Records for the exercise:

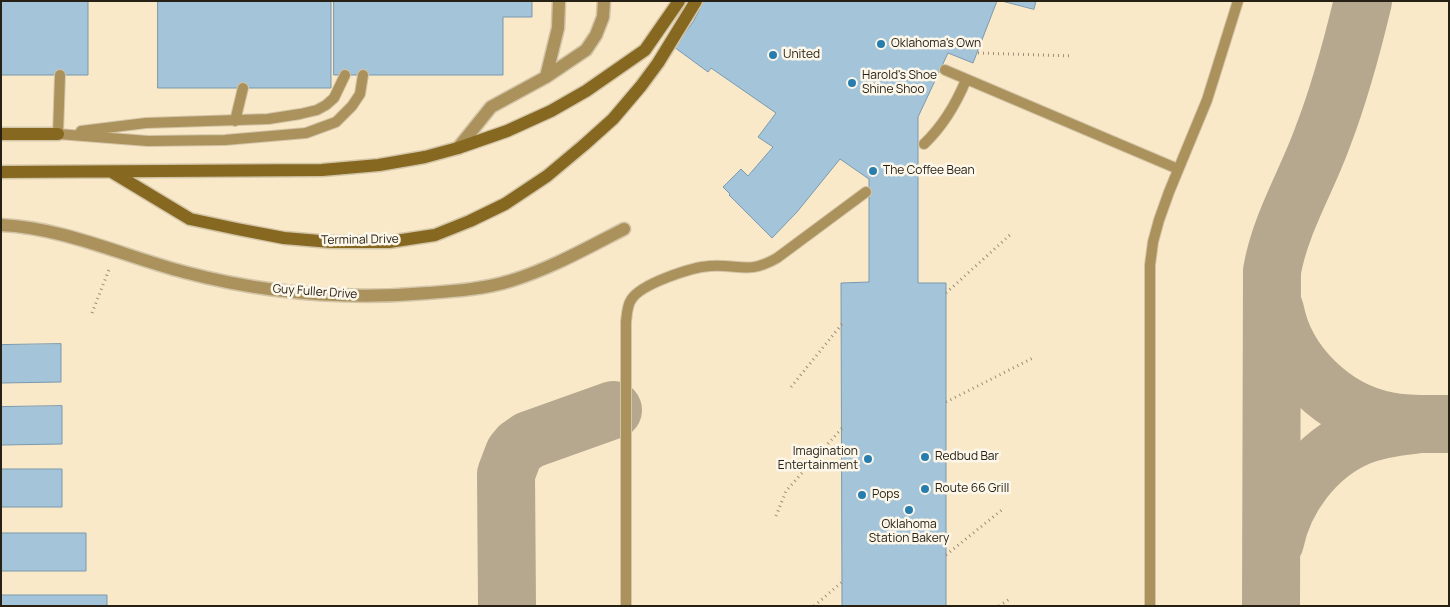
<!DOCTYPE html>
<style>
body{margin:0}
#map{position:relative;width:1450px;height:607px;overflow:hidden;background:#f9e9c8;font-family:Manrope,sans-serif}
canvas{display:block}
.frame{position:absolute;inset:0;border:2px solid #272115;pointer-events:none}
</style>
<div id="map">
<canvas width="1450" height="607"></canvas>
<div class="frame"></div>
</div>
<script>
const ctx = document.querySelector('canvas').getContext('2d');
ctx.lineJoin = 'round';
function stroke(path, color, width, dash) { ctx.strokeStyle = color; ctx.lineWidth = width; ctx.lineCap = dash ? 'butt' : 'round'; ctx.setLineDash(dash || []); ctx.stroke(path); }
function paint(path, color) { ctx.fillStyle = color; ctx.fill(path, 'evenodd'); }
function drawText(font, color, halo, rows, align = 'center') {
  ctx.font = font + ' Manrope,sans-serif'; ctx.lineWidth = 5; ctx.setLineDash([]); ctx.textBaseline = 'middle'; ctx.strokeStyle = halo; ctx.fillStyle = color; for (const [text, x, y, turn = 0] of rows) {
    ctx.save(); ctx.translate(x, y); ctx.rotate((+turn || 0) * Math.PI / 180); ctx.textAlign = isNaN(turn) ? turn : align; if (halo) ctx.strokeText(text, 0, 0); ctx.fillText(text, 0, 0); ctx.restore();
  }
}
stroke(new Path2D(`
 M1275,310c10,54 59,101 113,111 20,4 41,3 61,3
 M1275,542c9,-44 41,-87 83,-105 18,-7 36,-10 56,-12
 M507,606l-1,-132 8,-21 5,-6 10,-7 84,-30
 M1271,606l1,-335c8,-47 35,-90 51,-135 17,-44 29,-89 40,-135`), '#b5a88e', 58);
const building = new Path2D(`
 M1,1h87v74h-87z
 M158,1h173v87h-173z
 M334,1h198v16h-29v58h-169z
 M704,1h293l-24,62 -25,-10 -30,64v166h28v323h-104l-1,-323 28,-1v-103l-29,-20 -43,53 -25,26 -43,-43 1,-1 -7,-7 18,-18 7,7 25,-29 -15,-10 18,-24 -65,-45 -3,4 -34,-25 19,-25z
 M1002,1h34l-2,8z
 M61,344v38l-60,1v-38z
 M62,406v38l-61,1v-38z
 M1,469h61v38h-61z
 M1,533h85v38h-85z
 M1,595h106v11h-106z`);
paint(building, '#a4c4d9');
stroke(building, '#7a99ae', 1);
const lane = new Path2D(`
 M945,70l233,99
 M235,121l8,-33
 M81,131l65,-8 122,-4 32,-5 17,-4 9,-5 8,-7 11,-23
 M58,134l90,7 77,-1 81,-7 30,-11 16,-16 8,-12 3,-19
 M58,134l2,-59
 M924,144c19,-18 32,-40 42,-64
 M626,606v-284c1,-8 1,-16 5,-22 9,-16 61,-33 79,-34 30,-2 37,9 67,-8l89,-66
 M1150,606v-341l3,-23 6,-22 10,-28 38,-92 31,-99`);
const street = new Path2D(`
 M546,77l12,-49 1,-27
 M458,148l33,-41 55,-30 40,-27 10,-15 7,-18 1,-16
 M1,225c64,3 122,31 183,47 79,21 163,28 244,21 27,-2 56,-4 82,-12 40,-12 77,-33 114,-52`);
const secondary = new Path2D(`
 M1,134h57
 M1,172l321,-2 57,-5 46,-8 33,-9 49,-17 44,-20 35,-20 59,-41 34,-49
 M112,172l78,47 47,10 47,9 47,4h58l46,-7 35,-14 35,-17 42,-28 37,-31 29,-26 28,-33 17,-23 38,-62`);
stroke(lane, '#d3c5a8', 12);
stroke(street, '#d3c5a8', 15);
stroke(secondary, '#d3c5a8', 15);
stroke(new Path2D(`
 M978,53l95,3
 M946,293l65,-59
 M92,313l18,-46
 M791,387l51,-63
 M946,402l87,-44
 M776,516l10,-25 56,-63
 M946,555l57,-46
 M814,606l28,-24
 M999,606l12,-8`), '#9b8f77', 3, [1, 4]);
stroke(lane, '#ab925c', 10);
stroke(street, '#ab925c', 12);
stroke(secondary, '#866820', 12);
for (const [x, y, r, color] of [
 [881,44,5,"#277dad"],
 [773,55,5,"#277dad"],
 [852,83,5,"#277dad"],
 [873,171,5,"#277dad"],
 [925,457,5,"#277dad"],
 [868,459,5,"#277dad"],
 [925,489,5,"#277dad"],
 [862,495,5,"#277dad"],
 [909,510,5,"#277dad"]
]) { const dot = new Path2D(); dot.arc(x, y, r, 0, 2 * Math.PI); ctx.fillStyle = color; ctx.fill(dot); stroke(dot, '#fdf7ea', 2); }
drawText('12px', '#272115', '#fdf7ea', [
 ["Oklahoma's Own",891,44],
 ["United",783,55],
 ["Harold's Shoe",862,76],
 ["Shine Shoo",862,90],
 ["The Coffee Bean",883,171],
 ["Imagination",858,452,"right"],
 ["Entertainment",858,466,"right"],
 ["Redbud Bar",935,457],
 ["Route 66 Grill",935,489],
 ["Pops",872,495],
 ["Oklahoma",909,525,"center"],
 ["Station Bakery",909,539,"center"]
], 'left');
drawText('12px', '#272115', '#fdf7ea', [
 ["Terminal Drive",360,240,-1],
 ["Guy Fuller Drive",315,292,4]
]);
</script>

How to complete this task:
Pull each line containing the word "Drive" out of the data above.

Task response:
 ["Terminal Drive",360,240,-1],
 ["Guy Fuller Drive",315,292,4]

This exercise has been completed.